What to work on:
What is the number of lines in the data that include the string "position"? Give it by itself.
═══ Dataset records ═══
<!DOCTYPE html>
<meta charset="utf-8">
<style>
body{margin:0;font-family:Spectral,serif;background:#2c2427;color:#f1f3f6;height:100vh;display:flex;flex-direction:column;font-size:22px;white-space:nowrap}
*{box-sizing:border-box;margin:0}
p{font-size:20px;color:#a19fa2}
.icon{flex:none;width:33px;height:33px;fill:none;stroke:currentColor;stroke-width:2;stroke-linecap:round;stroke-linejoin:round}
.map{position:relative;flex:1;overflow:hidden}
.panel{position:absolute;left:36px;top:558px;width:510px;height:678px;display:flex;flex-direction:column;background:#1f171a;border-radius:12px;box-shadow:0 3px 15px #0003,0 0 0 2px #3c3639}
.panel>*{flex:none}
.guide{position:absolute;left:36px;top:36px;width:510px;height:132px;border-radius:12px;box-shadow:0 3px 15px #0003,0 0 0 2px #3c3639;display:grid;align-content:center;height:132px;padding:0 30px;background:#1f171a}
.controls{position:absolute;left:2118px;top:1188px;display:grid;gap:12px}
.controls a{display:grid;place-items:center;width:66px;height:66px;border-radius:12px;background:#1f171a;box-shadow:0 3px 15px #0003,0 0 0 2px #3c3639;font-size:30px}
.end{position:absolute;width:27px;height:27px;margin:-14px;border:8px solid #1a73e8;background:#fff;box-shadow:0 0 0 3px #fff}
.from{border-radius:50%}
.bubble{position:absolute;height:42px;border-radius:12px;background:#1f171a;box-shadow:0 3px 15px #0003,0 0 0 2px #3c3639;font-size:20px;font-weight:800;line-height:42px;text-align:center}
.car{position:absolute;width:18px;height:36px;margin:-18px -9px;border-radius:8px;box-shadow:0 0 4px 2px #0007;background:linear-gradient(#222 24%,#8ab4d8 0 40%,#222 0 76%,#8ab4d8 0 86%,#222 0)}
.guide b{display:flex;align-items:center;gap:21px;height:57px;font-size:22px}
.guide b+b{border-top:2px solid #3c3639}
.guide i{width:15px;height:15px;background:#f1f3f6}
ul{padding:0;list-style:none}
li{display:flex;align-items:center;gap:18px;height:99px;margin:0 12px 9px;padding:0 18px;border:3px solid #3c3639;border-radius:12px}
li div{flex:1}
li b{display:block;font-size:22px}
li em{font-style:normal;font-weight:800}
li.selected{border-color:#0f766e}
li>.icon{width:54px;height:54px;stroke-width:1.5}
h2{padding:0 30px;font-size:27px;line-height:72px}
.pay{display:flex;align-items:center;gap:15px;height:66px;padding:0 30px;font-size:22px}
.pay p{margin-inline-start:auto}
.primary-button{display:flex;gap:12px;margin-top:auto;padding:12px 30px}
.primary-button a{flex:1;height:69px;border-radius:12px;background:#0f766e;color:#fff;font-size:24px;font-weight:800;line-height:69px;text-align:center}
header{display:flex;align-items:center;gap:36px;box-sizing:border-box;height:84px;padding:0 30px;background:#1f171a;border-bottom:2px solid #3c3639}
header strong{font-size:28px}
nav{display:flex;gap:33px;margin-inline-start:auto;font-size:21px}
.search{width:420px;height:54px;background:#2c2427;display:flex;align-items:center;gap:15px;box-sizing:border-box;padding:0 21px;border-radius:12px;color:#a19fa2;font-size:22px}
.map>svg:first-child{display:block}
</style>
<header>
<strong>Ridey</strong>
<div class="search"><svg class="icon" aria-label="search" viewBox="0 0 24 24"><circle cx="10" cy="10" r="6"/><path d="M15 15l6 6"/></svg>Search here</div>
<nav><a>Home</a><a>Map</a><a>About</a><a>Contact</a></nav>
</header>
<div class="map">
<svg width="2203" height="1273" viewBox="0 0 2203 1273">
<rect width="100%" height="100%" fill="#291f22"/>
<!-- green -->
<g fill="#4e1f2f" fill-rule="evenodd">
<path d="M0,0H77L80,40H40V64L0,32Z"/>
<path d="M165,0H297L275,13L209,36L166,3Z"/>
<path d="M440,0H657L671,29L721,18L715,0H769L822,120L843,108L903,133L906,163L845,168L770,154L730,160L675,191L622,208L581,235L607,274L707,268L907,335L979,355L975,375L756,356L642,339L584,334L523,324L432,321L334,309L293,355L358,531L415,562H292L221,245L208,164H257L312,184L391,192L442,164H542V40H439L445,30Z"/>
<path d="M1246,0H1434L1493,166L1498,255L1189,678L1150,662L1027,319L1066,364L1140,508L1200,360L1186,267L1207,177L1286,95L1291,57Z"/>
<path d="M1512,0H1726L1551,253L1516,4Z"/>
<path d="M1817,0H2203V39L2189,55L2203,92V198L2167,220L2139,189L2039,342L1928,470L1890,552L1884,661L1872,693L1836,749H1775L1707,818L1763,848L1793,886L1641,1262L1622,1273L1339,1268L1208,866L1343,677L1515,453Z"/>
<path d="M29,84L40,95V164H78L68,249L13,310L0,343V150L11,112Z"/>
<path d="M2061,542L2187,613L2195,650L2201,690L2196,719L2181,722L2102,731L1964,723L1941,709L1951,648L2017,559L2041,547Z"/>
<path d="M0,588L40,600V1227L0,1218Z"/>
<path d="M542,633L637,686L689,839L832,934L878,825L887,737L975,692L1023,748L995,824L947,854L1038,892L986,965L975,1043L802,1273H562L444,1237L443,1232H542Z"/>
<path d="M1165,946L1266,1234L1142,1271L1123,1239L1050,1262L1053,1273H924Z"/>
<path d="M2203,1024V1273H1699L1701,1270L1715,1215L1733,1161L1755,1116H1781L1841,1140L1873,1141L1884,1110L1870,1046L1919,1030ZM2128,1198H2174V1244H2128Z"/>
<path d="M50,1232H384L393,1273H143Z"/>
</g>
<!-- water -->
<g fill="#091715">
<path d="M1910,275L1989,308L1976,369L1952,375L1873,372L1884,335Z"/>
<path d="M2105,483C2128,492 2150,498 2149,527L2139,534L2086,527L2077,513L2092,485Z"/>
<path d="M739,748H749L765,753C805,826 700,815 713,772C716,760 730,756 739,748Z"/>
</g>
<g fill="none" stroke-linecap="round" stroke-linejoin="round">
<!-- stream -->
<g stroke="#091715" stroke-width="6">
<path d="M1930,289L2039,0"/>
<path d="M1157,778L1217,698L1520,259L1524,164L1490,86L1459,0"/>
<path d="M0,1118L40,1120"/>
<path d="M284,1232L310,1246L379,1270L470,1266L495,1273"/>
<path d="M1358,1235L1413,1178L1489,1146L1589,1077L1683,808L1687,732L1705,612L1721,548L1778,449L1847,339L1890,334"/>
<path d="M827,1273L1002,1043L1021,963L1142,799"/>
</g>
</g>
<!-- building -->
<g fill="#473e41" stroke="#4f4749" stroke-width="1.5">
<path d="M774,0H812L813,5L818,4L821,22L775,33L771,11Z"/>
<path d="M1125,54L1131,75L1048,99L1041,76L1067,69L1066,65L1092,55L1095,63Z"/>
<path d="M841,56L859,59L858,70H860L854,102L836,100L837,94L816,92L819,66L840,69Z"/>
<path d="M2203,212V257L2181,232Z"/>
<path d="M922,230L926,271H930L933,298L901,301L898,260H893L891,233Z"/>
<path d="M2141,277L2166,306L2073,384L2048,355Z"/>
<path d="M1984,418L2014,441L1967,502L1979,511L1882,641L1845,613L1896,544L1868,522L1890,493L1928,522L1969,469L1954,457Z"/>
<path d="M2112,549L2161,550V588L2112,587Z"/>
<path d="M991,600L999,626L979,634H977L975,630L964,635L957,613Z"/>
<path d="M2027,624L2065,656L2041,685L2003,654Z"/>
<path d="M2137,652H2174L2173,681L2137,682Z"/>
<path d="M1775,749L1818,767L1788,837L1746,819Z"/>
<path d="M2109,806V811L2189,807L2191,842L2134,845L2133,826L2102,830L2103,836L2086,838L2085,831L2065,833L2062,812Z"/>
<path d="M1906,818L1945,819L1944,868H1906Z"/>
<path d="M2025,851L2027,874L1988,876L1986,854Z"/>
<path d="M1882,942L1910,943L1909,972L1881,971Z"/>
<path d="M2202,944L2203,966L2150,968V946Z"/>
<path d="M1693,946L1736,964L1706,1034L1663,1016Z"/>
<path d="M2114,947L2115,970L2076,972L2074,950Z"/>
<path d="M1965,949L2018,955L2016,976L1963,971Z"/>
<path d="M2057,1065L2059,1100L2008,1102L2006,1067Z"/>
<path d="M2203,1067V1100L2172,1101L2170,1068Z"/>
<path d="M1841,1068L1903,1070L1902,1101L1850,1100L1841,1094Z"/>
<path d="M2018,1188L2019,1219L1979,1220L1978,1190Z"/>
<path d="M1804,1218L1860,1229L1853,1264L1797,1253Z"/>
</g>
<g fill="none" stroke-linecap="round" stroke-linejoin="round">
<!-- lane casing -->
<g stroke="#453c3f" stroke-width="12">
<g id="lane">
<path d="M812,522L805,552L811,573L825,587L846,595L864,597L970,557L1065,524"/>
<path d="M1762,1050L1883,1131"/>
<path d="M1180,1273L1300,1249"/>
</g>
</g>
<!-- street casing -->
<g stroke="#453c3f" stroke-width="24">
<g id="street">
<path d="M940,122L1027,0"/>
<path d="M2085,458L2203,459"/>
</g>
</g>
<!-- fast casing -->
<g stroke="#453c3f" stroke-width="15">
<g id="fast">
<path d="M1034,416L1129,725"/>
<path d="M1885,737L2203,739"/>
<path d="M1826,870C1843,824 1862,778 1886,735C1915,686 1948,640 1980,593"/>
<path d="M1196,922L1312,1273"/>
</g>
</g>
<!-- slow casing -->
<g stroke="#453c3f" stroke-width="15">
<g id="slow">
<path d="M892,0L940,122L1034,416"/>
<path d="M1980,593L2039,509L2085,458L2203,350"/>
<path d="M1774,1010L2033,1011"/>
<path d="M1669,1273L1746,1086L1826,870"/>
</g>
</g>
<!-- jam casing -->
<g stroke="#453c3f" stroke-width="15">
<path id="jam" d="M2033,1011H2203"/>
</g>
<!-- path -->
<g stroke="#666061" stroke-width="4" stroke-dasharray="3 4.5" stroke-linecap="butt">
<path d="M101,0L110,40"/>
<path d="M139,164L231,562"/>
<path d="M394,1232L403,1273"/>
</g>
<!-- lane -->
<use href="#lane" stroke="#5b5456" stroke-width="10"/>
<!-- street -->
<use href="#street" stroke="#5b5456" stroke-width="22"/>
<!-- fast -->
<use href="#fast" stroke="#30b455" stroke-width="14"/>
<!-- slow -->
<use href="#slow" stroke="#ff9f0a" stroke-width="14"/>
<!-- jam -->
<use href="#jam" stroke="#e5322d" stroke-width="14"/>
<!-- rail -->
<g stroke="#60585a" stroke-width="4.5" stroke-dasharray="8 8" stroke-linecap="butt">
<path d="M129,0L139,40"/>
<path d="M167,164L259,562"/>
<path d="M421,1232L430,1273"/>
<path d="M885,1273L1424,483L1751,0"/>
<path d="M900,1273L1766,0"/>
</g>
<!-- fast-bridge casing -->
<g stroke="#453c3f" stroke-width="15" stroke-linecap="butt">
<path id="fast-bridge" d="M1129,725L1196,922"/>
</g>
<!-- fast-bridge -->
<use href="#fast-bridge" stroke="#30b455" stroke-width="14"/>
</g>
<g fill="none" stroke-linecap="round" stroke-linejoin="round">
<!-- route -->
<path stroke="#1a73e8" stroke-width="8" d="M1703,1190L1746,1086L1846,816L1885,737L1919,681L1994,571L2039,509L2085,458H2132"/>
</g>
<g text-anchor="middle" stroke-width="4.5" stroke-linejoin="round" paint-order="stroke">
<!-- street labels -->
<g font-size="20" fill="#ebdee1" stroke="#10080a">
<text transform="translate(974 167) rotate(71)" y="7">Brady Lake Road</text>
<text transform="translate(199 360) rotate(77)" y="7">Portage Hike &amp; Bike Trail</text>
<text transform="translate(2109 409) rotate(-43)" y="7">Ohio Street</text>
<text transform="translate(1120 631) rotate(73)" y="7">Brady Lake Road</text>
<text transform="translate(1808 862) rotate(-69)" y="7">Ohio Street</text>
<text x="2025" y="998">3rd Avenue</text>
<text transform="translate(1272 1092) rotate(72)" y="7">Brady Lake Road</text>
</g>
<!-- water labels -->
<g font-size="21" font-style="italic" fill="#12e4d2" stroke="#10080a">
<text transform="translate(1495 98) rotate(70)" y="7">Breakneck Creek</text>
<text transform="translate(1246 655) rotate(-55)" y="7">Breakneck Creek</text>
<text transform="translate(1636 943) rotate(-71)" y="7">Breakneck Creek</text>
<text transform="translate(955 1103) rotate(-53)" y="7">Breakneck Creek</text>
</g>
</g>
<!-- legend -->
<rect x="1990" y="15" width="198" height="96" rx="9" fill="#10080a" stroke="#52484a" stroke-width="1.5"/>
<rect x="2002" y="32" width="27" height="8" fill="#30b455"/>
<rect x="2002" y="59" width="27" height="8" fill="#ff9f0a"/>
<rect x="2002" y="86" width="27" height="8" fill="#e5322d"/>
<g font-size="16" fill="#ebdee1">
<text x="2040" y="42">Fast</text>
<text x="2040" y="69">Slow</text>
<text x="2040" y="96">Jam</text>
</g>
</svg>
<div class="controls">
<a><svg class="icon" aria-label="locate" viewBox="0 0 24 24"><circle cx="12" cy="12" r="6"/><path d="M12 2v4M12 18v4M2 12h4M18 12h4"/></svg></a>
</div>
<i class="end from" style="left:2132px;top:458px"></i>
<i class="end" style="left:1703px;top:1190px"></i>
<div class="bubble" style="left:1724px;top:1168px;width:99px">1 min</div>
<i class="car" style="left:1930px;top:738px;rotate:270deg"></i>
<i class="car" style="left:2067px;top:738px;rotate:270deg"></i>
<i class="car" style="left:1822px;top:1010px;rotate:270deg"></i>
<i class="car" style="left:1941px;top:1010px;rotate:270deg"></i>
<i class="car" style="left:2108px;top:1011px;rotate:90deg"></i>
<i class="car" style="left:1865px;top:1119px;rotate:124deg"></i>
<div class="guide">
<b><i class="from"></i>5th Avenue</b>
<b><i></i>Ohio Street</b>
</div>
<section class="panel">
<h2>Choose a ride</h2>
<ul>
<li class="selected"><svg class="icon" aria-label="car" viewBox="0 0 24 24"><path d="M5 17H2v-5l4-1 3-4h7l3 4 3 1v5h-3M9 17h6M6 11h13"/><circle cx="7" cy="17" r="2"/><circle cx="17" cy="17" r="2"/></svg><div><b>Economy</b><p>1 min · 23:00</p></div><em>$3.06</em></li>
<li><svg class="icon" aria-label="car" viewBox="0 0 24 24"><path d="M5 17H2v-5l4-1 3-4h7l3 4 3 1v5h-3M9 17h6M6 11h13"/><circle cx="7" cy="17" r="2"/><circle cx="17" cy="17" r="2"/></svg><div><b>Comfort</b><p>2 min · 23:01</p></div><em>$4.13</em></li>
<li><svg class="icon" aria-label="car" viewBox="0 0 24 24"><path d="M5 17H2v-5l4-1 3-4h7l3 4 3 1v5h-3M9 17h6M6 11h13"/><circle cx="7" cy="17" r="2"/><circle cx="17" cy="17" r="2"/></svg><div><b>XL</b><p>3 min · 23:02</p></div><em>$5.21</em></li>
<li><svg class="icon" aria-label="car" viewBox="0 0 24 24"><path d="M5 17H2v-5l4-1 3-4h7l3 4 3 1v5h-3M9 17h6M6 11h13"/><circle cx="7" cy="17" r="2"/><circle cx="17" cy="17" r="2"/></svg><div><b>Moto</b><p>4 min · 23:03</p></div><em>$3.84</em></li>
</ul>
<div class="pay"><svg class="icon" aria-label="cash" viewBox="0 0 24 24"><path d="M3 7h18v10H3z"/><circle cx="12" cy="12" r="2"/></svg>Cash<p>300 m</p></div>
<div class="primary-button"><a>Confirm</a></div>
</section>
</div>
═══
Task solution:
7